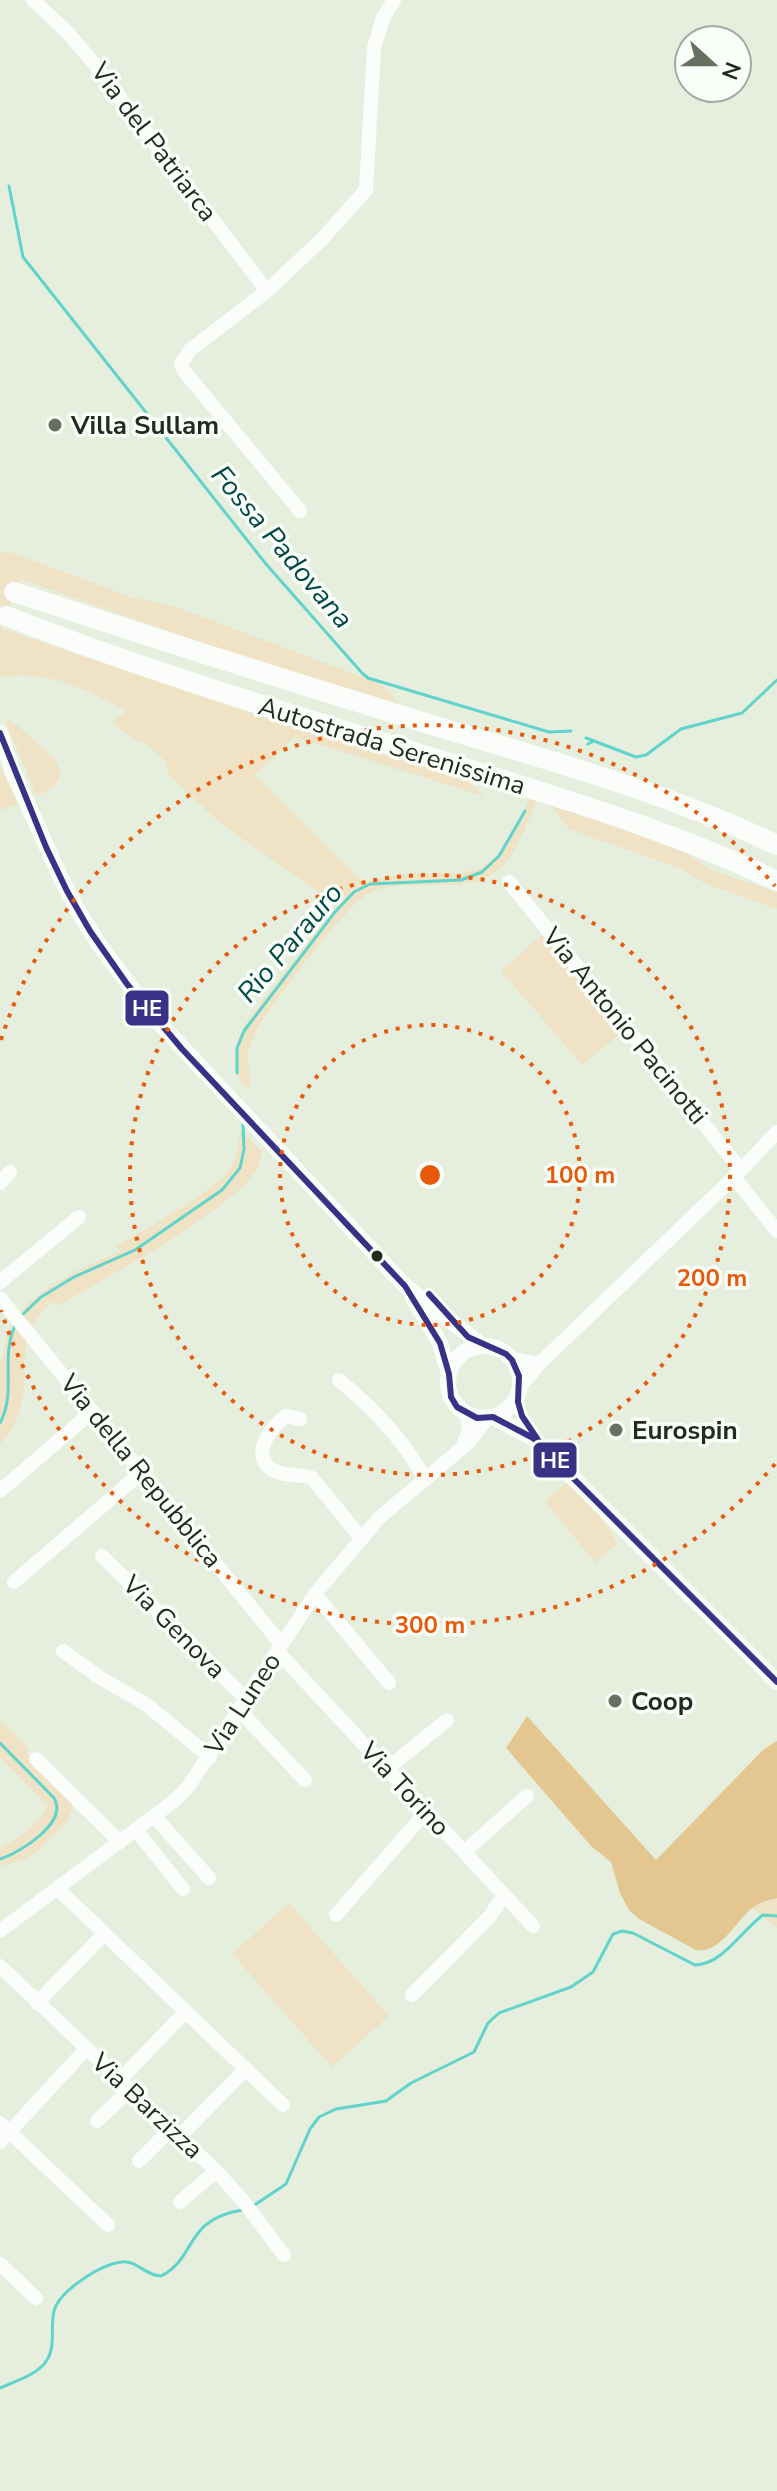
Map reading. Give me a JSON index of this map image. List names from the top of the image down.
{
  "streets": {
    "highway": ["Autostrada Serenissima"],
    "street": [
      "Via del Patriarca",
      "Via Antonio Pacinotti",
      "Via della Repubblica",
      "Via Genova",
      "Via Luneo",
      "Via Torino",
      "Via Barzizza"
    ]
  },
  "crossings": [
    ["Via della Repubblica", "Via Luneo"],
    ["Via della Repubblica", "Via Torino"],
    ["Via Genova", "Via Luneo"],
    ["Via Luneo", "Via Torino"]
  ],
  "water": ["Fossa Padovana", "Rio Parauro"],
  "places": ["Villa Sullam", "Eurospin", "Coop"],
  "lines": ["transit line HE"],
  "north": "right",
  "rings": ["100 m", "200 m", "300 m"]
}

#### [EXERCISE DETAILS]
Could you write out the whole listing exactly, dropping the pictures?

#### [EXERCISE SOLUTION]
Map reading. Give me a JSON index of this map image. List names from the top of the image down.
{
  "streets": {
    "highway": ["Autostrada Serenissima"],
    "street": [
      "Via del Patriarca",
      "Via Antonio Pacinotti",
      "Via della Repubblica",
      "Via Genova",
      "Via Luneo",
      "Via Torino",
      "Via Barzizza"
    ]
  },
  "crossings": [
    ["Via della Repubblica", "Via Luneo"],
    ["Via della Repubblica", "Via Torino"],
    ["Via Genova", "Via Luneo"],
    ["Via Luneo", "Via Torino"]
  ],
  "water": ["Fossa Padovana", "Rio Parauro"],
  "places": ["Villa Sullam", "Eurospin", "Coop"],
  "lines": ["transit line HE"],
  "north": "right",
  "rings": ["100 m", "200 m", "300 m"]
}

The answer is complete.